My own belief is that it takes a familiarity with the game, an understanding of its nuances, its ebb and flow, in order to appreciate it. There is a method to what appears to be the meanderings of players on the field and once you understand the complexities of the offensive buildup, the counterattack, the D-backs overlapping, the midfield attack, and the beautiful dance that defenses must employ to blunt the other team’s offense, the game can be enjoyed as any team sport.

Since there is no soccer tradition in America, there is no passing down this kind of knowledge as there is in baseball or football. Watch one of those games with a 5 or 6 year old kid and the questions never stop. Some are cutesy queries, but most are geared toward understanding the nuances of the game. Imparting that knowledge from generation to generation is how those sports maintain their huge fan base. If you want to be a soccer fan. you pretty much have to figure it out on your own.

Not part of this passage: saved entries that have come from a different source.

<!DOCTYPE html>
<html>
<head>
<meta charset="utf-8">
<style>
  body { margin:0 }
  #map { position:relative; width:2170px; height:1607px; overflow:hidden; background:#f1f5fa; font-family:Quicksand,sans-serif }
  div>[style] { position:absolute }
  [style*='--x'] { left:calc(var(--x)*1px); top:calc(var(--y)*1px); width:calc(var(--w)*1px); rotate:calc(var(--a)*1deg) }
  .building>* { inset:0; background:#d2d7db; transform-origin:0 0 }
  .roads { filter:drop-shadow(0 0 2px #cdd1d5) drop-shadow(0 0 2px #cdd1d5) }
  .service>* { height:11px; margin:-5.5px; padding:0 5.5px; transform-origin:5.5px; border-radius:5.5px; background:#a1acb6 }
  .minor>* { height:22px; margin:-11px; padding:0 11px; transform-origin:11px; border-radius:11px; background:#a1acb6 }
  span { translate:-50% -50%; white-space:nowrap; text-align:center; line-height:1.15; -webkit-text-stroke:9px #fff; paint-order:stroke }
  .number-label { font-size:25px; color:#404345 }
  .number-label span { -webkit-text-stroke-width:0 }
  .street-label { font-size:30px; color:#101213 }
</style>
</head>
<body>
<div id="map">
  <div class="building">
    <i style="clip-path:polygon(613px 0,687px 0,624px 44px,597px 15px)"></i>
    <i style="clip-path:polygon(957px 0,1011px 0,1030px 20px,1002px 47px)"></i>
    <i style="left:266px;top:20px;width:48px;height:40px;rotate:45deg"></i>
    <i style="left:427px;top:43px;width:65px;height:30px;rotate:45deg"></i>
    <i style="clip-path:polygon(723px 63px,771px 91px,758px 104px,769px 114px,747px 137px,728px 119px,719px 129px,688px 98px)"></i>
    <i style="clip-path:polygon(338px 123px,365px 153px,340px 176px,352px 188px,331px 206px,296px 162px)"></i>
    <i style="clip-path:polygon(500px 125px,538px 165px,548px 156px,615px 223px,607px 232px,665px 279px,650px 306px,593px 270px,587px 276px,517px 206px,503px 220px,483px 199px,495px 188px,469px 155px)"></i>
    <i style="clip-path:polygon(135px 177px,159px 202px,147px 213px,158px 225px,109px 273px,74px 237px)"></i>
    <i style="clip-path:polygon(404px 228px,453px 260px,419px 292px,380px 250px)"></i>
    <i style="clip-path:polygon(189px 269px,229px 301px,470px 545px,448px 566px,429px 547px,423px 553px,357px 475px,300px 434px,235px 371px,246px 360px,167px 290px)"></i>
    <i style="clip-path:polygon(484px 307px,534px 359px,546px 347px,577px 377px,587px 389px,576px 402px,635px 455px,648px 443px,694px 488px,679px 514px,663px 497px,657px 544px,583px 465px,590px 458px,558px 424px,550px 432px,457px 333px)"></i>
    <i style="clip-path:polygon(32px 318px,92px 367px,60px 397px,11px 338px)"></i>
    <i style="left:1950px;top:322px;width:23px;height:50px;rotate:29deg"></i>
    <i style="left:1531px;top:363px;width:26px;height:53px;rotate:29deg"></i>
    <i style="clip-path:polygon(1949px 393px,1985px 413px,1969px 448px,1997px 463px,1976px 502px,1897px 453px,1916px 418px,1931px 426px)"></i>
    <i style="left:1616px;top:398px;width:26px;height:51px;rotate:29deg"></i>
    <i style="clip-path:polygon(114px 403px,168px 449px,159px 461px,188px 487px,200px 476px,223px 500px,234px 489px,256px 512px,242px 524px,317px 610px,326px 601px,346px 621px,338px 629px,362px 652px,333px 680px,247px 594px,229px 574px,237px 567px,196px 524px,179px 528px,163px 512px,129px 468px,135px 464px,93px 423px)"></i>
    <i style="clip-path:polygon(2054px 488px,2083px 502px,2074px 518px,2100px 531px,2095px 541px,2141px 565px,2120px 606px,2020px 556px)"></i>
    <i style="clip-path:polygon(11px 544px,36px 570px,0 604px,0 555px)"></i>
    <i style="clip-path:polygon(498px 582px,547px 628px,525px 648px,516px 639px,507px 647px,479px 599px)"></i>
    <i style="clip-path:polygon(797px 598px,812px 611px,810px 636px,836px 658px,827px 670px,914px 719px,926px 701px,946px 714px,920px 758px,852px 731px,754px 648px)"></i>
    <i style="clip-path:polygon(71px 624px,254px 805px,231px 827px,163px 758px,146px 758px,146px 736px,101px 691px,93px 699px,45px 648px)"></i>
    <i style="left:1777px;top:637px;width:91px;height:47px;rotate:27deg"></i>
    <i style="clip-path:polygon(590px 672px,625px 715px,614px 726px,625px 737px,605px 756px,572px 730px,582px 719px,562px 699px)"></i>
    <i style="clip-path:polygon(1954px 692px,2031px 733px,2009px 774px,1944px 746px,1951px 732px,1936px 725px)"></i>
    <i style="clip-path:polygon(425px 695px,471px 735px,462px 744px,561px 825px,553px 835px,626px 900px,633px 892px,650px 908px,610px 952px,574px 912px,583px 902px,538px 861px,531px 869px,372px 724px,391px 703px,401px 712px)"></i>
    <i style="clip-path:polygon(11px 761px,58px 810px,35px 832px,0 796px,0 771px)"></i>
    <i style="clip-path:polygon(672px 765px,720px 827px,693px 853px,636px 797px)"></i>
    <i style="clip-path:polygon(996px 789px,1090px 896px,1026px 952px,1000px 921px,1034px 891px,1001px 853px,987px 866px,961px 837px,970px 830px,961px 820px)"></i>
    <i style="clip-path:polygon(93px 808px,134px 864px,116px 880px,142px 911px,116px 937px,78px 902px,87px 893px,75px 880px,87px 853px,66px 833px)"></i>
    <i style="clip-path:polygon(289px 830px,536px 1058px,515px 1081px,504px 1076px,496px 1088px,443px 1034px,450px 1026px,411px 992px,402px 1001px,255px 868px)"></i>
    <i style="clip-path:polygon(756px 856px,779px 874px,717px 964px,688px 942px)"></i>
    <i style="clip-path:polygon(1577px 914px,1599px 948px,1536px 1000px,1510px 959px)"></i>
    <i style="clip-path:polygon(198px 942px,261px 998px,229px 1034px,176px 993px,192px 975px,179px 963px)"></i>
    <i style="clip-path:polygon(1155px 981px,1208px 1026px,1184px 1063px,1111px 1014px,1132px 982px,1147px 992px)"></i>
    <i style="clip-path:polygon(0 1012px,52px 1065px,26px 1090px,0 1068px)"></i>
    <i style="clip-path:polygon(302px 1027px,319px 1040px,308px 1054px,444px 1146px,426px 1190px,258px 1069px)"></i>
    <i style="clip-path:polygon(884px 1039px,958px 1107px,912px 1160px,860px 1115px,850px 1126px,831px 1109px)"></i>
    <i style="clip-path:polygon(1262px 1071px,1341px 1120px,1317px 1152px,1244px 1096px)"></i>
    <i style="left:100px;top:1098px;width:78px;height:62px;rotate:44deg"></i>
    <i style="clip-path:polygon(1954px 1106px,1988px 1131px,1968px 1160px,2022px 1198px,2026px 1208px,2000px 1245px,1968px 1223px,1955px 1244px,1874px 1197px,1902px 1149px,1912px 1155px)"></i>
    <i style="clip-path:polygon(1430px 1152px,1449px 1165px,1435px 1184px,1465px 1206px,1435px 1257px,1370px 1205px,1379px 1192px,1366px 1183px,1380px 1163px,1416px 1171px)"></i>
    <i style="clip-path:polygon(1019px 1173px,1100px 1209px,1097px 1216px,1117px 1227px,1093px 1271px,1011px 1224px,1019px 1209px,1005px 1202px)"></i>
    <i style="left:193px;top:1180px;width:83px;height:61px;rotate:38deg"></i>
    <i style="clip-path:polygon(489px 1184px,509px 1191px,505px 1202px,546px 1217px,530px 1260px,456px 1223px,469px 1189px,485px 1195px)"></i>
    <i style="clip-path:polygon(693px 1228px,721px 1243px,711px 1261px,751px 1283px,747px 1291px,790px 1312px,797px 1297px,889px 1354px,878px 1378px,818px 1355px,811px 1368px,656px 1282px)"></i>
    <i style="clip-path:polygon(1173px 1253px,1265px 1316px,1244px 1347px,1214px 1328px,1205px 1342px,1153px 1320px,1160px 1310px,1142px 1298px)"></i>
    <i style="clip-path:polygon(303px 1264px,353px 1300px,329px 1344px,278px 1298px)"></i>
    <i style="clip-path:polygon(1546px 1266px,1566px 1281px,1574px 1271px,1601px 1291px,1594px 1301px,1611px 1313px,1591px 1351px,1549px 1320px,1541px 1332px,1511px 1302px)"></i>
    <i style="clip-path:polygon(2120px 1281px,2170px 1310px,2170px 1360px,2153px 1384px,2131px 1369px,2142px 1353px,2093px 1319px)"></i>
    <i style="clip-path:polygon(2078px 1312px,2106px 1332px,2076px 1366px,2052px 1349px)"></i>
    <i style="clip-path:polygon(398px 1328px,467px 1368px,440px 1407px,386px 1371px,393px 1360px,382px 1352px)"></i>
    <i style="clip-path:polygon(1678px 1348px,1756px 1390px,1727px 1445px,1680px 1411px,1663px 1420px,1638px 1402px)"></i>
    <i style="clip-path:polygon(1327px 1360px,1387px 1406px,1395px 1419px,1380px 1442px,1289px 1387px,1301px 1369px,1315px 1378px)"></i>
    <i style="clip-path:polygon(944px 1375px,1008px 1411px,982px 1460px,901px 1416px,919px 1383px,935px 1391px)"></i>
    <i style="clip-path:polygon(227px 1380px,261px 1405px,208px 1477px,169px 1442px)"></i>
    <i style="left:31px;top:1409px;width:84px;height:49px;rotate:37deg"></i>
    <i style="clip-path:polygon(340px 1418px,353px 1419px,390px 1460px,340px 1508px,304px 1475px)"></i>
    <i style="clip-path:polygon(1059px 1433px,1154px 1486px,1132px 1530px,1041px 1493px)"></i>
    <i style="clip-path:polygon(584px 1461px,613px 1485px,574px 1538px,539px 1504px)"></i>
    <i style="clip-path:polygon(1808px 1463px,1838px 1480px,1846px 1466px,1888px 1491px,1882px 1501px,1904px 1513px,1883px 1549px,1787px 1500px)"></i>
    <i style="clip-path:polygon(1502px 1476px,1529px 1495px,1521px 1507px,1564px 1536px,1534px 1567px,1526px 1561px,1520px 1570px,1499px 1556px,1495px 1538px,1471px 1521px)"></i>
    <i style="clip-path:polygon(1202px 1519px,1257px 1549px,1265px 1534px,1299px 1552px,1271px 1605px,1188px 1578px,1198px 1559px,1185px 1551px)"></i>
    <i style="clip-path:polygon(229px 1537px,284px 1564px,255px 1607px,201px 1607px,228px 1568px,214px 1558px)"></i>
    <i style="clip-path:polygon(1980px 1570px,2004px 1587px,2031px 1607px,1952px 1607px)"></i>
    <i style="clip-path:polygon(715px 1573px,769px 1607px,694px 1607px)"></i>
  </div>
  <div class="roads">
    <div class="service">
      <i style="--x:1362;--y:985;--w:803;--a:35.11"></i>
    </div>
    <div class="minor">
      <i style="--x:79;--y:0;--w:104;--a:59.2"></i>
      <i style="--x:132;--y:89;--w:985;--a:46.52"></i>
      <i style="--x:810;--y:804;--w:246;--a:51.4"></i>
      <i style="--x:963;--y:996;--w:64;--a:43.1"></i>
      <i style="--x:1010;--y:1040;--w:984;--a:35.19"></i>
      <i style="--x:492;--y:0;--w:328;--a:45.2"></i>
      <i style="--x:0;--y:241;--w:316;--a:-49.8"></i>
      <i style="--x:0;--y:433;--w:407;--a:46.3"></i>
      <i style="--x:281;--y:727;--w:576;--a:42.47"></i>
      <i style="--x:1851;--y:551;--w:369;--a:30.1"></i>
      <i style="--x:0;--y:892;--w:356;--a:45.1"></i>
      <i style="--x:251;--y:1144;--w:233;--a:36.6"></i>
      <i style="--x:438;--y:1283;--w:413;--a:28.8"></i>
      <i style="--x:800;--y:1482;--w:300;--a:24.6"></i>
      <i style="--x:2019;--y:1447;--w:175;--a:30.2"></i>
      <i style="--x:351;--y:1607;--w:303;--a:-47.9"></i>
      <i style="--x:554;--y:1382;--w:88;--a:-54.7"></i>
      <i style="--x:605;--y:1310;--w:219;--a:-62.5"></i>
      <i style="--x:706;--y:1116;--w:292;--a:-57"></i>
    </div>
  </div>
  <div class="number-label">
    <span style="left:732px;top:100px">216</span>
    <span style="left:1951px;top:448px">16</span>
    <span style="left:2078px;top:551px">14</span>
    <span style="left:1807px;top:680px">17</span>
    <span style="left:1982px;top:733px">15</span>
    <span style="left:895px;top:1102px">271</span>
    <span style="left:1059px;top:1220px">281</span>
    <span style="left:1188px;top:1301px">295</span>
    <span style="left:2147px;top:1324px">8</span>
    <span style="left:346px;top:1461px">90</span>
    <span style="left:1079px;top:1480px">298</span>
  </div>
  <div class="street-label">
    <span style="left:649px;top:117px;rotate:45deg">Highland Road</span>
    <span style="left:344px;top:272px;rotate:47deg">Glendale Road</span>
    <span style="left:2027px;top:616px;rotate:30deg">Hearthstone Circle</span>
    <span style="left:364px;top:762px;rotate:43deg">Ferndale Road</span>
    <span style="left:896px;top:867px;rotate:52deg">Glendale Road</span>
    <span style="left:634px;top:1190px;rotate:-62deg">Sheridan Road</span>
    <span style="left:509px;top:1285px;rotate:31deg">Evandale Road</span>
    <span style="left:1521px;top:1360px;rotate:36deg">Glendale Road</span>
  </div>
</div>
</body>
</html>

It helps that I’ve been watching the game for almost 50 years. And it helps that I began to really appreciate the game in the 1980’s when I lived in Washington and the local pro team, the Washington Diplomats, purchased the services of an aging, but still hugely talented player named Johan Cruyff.

Cruyff is considered one of the true legends of the game and while he was clearly past his prime, what he could do with a ball on his foot was absolutely magical. An attacking forward with an uncanny ability to put the ball in the net, Cruyff introduced me to some of the subtleties of game and for much of the last 30 years, I have built on that knowledge to where I can now watch the game and revel in its ins and outs - even if the result is a scoreless tie.

Because of this lack of tradition, soccer will not be a major sport in America for the foreseeable future. Will the kids who played the game in their youth pass their love of the game on to their own children? If they do, it may take a few generations but eventually, soccer may indeed take its place as a favored sport of Americans.